Author: Cathy Watson | Published: December 13, 2017

Never has it been so pressing to address climate change. So let’s hurry to embrace a proven part of the solution. The radical (but not new) concept of agroforestry – be it integrating trees to create shade over coffee bushes, adding trees to Colombian cattle ranches, or managing and encouraging shea trees to flourish amid millet crops in the Sahel – must move to centre stage.

The Global Carbon Project estimates that 2017 will see a two percent rise in worldwide carbon dioxide emissions, reversing the downward trend of the previous few years.

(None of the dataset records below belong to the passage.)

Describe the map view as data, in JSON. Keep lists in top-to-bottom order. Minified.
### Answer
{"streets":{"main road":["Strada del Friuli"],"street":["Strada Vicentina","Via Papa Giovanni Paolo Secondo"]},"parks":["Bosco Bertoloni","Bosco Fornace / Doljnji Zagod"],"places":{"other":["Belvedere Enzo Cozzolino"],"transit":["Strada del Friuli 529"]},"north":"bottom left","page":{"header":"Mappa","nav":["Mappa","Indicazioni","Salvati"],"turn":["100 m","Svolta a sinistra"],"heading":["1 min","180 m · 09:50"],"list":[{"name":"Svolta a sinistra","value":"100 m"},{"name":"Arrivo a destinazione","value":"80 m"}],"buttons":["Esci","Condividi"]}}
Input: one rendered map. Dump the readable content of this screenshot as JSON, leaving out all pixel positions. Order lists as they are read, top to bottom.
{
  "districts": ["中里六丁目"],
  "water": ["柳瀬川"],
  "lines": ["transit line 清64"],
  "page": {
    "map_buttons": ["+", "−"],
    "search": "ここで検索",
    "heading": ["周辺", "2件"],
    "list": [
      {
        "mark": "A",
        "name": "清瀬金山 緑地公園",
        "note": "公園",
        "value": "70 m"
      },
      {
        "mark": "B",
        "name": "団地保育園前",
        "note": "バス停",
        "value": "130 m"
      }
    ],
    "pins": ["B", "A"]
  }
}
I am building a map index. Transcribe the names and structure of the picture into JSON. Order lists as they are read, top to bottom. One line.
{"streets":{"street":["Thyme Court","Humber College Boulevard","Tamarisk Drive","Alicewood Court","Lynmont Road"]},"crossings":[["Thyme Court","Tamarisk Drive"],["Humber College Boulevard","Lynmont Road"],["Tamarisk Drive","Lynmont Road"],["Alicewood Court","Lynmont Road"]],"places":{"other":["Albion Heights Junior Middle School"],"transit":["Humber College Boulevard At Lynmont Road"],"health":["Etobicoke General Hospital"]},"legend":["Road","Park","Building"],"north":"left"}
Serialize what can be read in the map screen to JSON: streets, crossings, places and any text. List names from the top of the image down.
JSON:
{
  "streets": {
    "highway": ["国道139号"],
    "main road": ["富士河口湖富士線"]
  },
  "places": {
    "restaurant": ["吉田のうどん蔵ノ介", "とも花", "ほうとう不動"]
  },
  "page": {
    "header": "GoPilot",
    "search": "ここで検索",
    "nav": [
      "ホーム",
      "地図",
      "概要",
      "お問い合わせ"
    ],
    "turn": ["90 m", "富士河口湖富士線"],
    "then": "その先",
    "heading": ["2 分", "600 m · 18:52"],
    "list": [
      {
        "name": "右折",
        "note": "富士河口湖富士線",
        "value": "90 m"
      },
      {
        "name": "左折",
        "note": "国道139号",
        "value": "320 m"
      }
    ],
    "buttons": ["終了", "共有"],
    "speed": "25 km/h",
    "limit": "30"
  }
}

Almost a quarter of these emissions come from agriculture and the conversion of forests and wetlands into farmland.

This year is also set to be one of the hottest three ever recorded, according to the World Meteorological Organization. And, unlike 2016, 2017 has managed this even without a temperature-boosting El Niño weather system.

Flash floods in Southeast Asia, drought in East Africa, and melting glaciers in Latin America are just three examples of the extreme weather events linked to climate change that affect all corners of the world.

This is, truly, a global disaster, and one largely of our own making.

Solution at hand

But we also have the power to mitigate global warming, through reducing emissions of CO2 and increasing its absorption by expanding or protecting “carbon sinks” such as forests.

One especially effective but still yet to be fully recognised mitigation strategy is agroforestry – the purposeful regeneration, planting, and maintenance of trees and woody bushes on farms and rangeland.

Already, almost a billion hectares of agricultural land across the world contains trees that farming families deliberately manage side by side with their crops and livestock. Around 1.2 billion people depend on these agroforestry systems.

The soil, vegetation, and biomass on every hectare of such land can capture 3.3 tonnes of carbon per year – much more than that captured by land without trees.

Recent research indicates that tree cover on agricultural land across the planet absorbs some 0.75 gigatonnes of carbon a year. That’s a sizable chunk of the 9.75 gigatonnes of CO2 the world emits annually.